* Task description:
Search the data for "without". Each line containing it is to be copied.

* Task inputs:
====

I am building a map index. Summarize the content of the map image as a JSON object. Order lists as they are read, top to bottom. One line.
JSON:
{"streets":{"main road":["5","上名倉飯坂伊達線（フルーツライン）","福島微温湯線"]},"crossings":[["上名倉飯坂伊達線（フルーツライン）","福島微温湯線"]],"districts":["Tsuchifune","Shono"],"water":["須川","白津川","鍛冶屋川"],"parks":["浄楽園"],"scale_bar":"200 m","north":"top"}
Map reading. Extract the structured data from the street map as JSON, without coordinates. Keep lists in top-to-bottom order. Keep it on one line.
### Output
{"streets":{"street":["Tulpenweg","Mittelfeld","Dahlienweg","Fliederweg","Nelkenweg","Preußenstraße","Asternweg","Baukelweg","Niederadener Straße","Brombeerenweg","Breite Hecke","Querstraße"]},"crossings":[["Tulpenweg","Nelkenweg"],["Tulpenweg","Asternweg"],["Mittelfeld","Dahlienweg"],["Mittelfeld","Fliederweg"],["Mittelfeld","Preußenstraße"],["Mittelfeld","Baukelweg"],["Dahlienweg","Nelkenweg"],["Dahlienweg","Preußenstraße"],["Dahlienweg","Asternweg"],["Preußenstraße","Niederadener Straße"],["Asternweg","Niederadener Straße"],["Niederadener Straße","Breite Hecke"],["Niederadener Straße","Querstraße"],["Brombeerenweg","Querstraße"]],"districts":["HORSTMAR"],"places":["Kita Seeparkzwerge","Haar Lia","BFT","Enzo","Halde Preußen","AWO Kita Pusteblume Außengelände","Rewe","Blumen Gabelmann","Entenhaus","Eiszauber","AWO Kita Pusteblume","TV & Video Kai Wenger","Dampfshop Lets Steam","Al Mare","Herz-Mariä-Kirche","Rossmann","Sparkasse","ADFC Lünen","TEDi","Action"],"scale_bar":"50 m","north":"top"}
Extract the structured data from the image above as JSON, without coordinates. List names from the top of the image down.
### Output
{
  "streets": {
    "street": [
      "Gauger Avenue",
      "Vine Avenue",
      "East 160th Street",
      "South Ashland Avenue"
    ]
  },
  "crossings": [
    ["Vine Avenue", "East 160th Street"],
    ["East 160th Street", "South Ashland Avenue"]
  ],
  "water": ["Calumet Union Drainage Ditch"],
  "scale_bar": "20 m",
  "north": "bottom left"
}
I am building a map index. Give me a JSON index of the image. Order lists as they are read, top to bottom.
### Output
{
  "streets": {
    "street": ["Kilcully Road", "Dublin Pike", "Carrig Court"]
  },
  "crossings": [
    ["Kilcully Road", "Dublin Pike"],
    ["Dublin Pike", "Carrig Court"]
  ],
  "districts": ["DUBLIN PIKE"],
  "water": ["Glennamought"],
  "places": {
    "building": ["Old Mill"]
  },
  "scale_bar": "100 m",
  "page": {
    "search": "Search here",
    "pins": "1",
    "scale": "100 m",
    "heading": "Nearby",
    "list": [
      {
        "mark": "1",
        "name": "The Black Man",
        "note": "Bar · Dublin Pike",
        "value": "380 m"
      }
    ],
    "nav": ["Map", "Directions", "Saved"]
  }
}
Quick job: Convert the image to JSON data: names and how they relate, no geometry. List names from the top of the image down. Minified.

====

* Task output:
Map reading. Extract the structured data from the street map as JSON, without coordinates. Keep lists in top-to-bottom order. Keep it on one line.
Extract the structured data from the image above as JSON, without coordinates. List names from the top of the image down.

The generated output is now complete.